**Task to carry out**
Your response must be an exact transcription of the lines from the one containing "M 671,151 L 754,350" through the final line of the data.

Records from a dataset
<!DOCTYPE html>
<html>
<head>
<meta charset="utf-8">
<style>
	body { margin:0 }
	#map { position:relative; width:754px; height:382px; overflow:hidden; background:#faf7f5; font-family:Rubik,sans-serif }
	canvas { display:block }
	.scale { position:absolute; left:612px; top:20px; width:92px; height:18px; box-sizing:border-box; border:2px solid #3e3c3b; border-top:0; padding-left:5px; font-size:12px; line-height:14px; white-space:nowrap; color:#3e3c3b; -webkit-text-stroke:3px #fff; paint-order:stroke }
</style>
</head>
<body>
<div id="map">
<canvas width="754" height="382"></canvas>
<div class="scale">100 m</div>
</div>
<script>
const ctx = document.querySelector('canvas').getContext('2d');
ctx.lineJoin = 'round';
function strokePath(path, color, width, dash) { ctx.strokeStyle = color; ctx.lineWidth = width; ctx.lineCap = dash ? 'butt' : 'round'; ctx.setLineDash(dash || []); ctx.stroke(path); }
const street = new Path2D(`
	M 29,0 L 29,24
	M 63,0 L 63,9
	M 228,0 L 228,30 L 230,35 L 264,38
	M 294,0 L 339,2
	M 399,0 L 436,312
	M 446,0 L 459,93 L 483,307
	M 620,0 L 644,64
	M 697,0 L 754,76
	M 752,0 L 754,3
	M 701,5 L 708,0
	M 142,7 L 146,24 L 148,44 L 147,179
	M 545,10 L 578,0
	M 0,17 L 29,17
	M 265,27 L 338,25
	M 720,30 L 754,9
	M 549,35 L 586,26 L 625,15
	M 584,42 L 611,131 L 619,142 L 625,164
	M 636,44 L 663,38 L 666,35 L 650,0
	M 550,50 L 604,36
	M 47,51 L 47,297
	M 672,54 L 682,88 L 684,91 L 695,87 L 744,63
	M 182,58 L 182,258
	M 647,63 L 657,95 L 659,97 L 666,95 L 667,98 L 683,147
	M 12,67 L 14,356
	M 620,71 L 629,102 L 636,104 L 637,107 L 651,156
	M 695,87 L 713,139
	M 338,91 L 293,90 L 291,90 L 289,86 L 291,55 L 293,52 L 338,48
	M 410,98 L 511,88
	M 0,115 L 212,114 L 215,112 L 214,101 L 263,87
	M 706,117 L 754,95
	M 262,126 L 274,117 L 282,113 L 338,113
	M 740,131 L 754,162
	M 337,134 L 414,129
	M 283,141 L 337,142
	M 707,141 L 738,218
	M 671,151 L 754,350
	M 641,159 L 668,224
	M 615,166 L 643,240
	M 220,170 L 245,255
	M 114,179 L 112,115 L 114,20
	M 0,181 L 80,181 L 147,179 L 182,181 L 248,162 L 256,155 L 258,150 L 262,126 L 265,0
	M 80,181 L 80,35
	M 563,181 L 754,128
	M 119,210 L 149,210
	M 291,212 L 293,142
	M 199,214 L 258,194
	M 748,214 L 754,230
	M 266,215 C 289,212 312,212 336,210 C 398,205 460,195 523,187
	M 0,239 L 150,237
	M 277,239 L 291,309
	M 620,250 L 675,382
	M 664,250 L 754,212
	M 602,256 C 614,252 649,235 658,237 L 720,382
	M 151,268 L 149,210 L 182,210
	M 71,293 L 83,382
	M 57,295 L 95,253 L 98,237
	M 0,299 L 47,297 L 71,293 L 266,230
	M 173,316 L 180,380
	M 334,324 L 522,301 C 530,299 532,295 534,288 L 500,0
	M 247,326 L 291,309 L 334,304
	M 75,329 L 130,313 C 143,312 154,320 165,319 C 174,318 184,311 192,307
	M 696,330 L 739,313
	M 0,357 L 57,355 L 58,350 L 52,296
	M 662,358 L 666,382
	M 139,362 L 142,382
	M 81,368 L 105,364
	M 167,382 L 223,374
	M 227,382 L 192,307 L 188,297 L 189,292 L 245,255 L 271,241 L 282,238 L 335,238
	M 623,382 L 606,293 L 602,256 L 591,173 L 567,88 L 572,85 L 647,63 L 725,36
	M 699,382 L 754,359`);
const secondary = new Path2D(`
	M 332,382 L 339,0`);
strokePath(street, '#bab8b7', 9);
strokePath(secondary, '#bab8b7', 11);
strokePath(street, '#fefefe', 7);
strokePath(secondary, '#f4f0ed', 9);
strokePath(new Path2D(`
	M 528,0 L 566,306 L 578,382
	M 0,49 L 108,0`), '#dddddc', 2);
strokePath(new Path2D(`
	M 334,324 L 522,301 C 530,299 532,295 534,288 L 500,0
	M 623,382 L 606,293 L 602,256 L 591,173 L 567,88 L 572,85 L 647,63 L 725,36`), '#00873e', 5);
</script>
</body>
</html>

**Result for this exercise**
	M 671,151 L 754,350
	M 641,159 L 668,224
	M 615,166 L 643,240
	M 220,170 L 245,255
	M 114,179 L 112,115 L 114,20
	M 0,181 L 80,181 L 147,179 L 182,181 L 248,162 L 256,155 L 258,150 L 262,126 L 265,0
	M 80,181 L 80,35
	M 563,181 L 754,128
	M 119,210 L 149,210
	M 291,212 L 293,142
	M 199,214 L 258,194
	M 748,214 L 754,230
	M 266,215 C 289,212 312,212 336,210 C 398,205 460,195 523,187
	M 0,239 L 150,237
	M 277,239 L 291,309
	M 620,250 L 675,382
	M 664,250 L 754,212
	M 602,256 C 614,252 649,235 658,237 L 720,382
	M 151,268 L 149,210 L 182,210
	M 71,293 L 83,382
	M 57,295 L 95,253 L 98,237
	M 0,299 L 47,297 L 71,293 L 266,230
	M 173,316 L 180,380
	M 334,324 L 522,301 C 530,299 532,295 534,288 L 500,0
	M 247,326 L 291,309 L 334,304
	M 75,329 L 130,313 C 143,312 154,320 165,319 C 174,318 184,311 192,307
	M 696,330 L 739,313
	M 0,357 L 57,355 L 58,350 L 52,296
	M 662,358 L 666,382
	M 139,362 L 142,382
	M 81,368 L 105,364
	M 167,382 L 223,374
	M 227,382 L 192,307 L 188,297 L 189,292 L 245,255 L 271,241 L 282,238 L 335,238
	M 623,382 L 606,293 L 602,256 L 591,173 L 567,88 L 572,85 L 647,63 L 725,36
	M 699,382 L 754,359`);
const secondary = new Path2D(`
	M 332,382 L 339,0`);
strokePath(street, '#bab8b7', 9);
strokePath(secondary, '#bab8b7', 11);
strokePath(street, '#fefefe', 7);
strokePath(secondary, '#f4f0ed', 9);
strokePath(new Path2D(`
	M 528,0 L 566,306 L 578,382
	M 0,49 L 108,0`), '#dddddc', 2);
strokePath(new Path2D(`
	M 334,324 L 522,301 C 530,299 532,295 534,288 L 500,0
	M 623,382 L 606,293 L 602,256 L 591,173 L 567,88 L 572,85 L 647,63 L 725,36`), '#00873e', 5);
</script>
</body>
</html>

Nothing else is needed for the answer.